Monday, September 28, 2009

Mindfulness Training Improves Attitudes about Patients and Their Care

Excerpt from “Mindful Meditation, Shared Dialogues Reduce Physician Burnout,”  News Room - University of Rochester Medical Center (September 22, 2009):

Training in mindfulness meditation and communication can alleviate the psychological distress and burnout experienced by many physicians and can improve their well-being, University of Rochester Medical Center researchers report in this week’s issue of the Journal of the American Medical Association (JAMA).


The training also can expand a physician’s capacity to relate to patients and enhance patient-centered care, according to the researchers, who were led by Michael S. Krasner, M.D., associate professor of Clinical Medicine.

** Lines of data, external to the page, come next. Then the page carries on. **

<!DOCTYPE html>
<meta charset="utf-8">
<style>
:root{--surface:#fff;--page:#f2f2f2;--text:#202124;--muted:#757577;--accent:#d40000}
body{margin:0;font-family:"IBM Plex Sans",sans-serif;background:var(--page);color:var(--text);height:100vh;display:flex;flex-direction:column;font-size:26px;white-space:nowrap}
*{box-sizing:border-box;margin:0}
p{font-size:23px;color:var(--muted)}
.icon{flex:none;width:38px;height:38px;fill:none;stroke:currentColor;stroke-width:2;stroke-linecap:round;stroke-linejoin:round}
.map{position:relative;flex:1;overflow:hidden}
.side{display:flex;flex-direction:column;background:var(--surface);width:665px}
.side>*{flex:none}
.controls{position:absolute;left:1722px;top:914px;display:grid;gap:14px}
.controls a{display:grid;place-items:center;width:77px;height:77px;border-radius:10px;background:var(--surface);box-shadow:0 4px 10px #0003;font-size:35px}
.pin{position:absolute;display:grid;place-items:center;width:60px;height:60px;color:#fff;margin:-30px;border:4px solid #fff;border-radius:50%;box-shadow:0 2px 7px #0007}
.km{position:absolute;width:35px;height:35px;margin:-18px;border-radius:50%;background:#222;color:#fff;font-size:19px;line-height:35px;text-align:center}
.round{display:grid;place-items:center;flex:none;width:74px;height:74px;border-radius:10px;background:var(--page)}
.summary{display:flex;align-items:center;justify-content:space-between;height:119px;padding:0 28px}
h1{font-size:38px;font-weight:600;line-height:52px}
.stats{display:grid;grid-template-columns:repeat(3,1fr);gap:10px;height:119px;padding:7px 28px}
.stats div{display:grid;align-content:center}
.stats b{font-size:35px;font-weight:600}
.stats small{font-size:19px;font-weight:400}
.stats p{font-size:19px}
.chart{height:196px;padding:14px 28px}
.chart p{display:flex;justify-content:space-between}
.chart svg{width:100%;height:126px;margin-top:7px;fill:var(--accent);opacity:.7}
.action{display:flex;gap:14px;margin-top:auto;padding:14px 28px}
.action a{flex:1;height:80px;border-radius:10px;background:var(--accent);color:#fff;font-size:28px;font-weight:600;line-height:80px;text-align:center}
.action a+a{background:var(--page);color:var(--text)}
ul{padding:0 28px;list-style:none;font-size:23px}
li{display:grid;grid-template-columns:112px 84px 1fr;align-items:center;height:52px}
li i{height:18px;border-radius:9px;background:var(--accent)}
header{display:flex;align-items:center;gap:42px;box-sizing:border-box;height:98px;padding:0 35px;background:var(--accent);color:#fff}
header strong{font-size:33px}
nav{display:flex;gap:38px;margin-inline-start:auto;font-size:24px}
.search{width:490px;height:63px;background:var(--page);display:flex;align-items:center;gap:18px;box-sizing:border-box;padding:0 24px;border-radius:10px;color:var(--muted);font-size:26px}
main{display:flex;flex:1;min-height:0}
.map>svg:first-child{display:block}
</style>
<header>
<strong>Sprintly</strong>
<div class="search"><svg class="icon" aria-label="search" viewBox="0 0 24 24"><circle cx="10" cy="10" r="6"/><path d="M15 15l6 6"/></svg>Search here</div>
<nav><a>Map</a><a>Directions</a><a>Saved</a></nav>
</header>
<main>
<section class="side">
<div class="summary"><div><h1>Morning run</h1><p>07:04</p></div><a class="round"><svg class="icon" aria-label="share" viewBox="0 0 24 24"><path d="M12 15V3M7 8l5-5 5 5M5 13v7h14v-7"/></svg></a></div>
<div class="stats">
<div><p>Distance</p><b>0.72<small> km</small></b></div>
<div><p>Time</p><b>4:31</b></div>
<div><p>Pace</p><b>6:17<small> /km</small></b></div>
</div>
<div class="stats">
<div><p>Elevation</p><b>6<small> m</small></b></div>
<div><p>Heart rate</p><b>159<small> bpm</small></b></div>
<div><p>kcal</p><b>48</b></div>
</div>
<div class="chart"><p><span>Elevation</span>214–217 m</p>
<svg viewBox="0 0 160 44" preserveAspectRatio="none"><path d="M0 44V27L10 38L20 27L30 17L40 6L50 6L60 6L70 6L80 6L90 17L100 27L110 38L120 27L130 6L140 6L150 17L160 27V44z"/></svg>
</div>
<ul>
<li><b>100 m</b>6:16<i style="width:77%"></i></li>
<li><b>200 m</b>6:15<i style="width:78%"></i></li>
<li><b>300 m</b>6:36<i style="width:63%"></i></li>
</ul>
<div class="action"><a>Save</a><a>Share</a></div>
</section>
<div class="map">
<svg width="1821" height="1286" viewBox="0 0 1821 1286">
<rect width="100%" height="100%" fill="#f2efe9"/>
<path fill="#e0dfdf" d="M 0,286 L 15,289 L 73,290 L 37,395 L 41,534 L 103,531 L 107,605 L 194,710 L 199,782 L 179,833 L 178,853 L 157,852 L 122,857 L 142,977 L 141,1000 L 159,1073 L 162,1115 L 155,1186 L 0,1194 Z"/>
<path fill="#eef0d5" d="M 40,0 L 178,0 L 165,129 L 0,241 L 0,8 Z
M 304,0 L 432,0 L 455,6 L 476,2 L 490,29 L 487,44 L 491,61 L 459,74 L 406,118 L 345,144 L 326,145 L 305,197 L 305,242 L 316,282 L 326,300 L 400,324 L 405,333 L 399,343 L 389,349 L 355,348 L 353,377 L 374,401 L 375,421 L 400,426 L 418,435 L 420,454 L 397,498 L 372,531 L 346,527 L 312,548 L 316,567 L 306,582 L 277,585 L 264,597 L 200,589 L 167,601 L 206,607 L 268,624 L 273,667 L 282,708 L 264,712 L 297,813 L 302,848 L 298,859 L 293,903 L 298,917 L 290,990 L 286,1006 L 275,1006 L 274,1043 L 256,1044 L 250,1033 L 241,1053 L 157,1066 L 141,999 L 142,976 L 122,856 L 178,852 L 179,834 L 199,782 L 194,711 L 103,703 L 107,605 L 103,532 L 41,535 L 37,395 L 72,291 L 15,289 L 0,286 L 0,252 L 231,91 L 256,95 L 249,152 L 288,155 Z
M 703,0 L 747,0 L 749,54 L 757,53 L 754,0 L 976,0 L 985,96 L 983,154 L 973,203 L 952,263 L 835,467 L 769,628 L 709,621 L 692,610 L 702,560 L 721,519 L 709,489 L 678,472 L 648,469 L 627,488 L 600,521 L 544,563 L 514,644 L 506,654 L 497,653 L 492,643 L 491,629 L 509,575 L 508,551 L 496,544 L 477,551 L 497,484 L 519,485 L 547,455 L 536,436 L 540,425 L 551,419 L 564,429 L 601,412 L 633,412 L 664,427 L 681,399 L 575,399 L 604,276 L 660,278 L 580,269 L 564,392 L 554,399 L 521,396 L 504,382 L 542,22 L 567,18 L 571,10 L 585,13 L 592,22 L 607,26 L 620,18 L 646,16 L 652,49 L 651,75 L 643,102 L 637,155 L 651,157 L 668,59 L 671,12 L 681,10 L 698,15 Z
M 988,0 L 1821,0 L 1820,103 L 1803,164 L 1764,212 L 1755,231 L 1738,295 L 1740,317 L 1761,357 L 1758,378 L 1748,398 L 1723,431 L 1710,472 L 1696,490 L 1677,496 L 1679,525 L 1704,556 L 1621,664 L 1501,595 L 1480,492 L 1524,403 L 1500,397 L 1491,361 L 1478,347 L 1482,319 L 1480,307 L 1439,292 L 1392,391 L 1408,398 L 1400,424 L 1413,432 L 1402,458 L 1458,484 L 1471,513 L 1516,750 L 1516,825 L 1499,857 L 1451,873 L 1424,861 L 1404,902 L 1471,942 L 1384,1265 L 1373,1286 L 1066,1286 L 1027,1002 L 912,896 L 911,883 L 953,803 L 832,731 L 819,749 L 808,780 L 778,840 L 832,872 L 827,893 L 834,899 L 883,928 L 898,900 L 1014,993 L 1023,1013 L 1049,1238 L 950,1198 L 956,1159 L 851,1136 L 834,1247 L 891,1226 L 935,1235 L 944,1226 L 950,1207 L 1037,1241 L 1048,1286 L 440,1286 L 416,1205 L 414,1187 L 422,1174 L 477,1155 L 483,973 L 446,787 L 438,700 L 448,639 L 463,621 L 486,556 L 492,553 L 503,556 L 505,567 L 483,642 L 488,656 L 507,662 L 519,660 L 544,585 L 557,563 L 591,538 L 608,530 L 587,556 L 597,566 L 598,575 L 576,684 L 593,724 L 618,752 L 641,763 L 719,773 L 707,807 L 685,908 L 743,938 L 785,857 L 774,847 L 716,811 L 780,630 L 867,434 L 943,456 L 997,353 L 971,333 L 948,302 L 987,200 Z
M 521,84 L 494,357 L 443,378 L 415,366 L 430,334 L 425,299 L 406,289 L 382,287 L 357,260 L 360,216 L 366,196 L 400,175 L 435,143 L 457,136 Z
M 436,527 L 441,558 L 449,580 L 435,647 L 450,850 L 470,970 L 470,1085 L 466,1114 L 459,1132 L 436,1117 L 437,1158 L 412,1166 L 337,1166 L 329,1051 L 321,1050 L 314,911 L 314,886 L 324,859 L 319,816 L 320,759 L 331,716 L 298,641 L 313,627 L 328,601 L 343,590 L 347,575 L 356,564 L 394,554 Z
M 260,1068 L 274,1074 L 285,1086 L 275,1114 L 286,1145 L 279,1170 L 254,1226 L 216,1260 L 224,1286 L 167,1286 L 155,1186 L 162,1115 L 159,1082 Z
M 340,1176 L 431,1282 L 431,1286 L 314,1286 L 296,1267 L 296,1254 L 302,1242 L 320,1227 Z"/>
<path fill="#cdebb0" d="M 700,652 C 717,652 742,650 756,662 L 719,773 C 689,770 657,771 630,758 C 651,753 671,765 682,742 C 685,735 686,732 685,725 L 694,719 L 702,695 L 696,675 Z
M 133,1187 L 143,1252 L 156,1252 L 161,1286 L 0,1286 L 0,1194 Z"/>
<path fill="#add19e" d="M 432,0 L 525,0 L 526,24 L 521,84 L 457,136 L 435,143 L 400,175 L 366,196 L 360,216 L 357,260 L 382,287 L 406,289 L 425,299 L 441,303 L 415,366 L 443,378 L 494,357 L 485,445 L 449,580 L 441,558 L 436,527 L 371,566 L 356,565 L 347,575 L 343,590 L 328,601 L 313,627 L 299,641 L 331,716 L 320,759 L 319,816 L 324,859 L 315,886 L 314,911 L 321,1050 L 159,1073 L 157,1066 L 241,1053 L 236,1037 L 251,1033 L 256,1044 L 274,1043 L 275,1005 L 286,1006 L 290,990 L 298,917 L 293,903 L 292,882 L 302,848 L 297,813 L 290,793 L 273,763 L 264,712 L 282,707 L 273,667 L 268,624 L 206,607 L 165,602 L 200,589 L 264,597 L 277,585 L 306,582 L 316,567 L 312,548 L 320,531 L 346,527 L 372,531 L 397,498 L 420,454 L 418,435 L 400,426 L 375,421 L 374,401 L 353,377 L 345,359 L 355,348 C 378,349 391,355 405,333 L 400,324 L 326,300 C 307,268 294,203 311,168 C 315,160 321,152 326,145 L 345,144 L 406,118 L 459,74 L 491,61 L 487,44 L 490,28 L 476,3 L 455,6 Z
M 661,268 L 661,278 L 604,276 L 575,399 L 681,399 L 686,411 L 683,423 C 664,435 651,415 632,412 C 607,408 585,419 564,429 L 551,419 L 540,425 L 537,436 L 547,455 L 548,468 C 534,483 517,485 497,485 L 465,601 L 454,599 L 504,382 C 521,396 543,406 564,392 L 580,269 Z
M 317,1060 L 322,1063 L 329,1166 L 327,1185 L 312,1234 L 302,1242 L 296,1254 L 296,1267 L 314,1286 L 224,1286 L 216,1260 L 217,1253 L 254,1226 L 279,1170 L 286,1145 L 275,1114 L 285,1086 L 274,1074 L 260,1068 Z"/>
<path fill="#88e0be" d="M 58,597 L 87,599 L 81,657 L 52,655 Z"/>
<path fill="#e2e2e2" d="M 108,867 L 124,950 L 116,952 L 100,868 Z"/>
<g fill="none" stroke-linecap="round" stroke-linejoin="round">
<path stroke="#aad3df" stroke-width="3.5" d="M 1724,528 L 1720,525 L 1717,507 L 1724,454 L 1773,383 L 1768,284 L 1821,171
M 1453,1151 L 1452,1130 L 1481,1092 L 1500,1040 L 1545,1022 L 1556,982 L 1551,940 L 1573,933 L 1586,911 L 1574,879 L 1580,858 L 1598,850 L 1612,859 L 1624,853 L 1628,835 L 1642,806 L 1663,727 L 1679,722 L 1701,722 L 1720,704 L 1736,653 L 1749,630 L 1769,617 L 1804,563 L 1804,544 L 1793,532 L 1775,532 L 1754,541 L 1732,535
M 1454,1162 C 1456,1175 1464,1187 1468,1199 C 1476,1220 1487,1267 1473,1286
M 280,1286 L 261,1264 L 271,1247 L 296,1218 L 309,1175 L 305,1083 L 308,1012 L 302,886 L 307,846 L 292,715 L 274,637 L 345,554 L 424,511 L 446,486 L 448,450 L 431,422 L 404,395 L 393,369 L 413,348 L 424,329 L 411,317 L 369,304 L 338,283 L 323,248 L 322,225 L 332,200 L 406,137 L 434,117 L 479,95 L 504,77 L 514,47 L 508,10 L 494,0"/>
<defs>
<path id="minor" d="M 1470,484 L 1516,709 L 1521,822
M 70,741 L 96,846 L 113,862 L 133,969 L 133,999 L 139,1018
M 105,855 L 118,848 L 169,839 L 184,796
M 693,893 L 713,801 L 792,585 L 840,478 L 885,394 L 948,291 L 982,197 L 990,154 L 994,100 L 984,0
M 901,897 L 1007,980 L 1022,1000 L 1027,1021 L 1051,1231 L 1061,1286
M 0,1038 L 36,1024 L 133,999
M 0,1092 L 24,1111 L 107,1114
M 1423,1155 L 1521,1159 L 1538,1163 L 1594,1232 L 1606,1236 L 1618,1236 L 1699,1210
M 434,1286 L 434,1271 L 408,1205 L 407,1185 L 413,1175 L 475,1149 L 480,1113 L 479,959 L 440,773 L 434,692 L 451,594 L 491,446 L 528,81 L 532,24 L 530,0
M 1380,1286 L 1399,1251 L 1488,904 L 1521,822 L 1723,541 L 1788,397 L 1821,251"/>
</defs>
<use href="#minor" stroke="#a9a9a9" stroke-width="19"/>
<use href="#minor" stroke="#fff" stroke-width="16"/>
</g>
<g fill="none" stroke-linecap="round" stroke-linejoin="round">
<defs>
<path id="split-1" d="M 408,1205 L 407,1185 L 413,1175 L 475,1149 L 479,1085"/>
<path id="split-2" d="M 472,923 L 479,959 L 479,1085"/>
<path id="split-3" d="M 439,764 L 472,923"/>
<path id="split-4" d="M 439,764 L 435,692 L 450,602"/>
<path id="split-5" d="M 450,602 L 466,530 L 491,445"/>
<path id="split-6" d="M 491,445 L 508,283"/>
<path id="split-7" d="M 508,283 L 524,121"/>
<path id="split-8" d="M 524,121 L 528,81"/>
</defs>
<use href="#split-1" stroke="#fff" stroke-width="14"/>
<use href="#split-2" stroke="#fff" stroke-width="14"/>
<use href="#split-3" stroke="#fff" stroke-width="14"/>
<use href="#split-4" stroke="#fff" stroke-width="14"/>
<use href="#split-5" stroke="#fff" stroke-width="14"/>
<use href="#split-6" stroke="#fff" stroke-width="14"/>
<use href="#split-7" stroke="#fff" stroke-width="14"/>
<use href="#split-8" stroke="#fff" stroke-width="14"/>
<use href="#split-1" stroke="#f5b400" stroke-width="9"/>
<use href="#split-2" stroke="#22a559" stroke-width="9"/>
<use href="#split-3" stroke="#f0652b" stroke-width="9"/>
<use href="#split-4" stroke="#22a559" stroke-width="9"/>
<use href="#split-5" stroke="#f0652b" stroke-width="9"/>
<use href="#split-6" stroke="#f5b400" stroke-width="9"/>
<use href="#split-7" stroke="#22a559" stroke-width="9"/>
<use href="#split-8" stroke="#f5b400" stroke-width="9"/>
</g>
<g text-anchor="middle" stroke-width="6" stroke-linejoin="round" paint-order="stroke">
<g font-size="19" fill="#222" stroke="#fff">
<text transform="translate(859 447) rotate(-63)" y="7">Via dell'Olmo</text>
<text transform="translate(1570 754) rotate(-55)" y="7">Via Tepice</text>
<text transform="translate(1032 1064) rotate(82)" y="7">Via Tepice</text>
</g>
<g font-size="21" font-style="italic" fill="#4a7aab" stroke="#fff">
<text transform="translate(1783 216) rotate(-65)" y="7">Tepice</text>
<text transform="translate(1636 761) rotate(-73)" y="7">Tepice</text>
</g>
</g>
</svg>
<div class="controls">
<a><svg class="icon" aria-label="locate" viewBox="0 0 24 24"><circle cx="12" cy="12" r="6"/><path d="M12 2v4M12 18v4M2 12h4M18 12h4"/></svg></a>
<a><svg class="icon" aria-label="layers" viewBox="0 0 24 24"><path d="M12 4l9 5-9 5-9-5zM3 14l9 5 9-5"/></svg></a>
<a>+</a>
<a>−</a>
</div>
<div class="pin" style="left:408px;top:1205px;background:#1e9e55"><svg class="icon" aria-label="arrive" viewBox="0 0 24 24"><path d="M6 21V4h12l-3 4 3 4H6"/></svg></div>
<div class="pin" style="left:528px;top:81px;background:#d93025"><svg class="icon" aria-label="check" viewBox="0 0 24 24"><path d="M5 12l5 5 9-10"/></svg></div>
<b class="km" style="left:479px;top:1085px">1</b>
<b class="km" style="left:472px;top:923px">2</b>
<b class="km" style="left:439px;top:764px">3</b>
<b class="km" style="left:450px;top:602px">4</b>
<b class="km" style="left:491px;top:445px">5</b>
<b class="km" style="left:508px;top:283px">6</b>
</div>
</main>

“From the patient’s perspective, we hear all too often of dissatisfaction in the quality of presence from their physician. From the practitioner’s perspective, the opportunity for deeper connection is all too often missed in the stressful, complex, and chaotic reality of medical practice,” Krasner said. “Enhancing the already inherent capacity of the physician to experience fully the clinical encounter—not only its pleasant but also its most unpleasant aspects—without judgment but with a sense of curiosity and adventure seems to have had a profound effect on the experience of stress and burnout. It also seems to enhance the physician’s ability to connect with the patient as a unique human being and to center care around that uniqueness.

“Cultivating these qualities of mindful communication with colleagues, anectodotally, had an unexpected benefit of combating the practitioners’ sense of isolation and brought forth the very experiences that are such a rich source of meaning in the life of the clinician,” he said.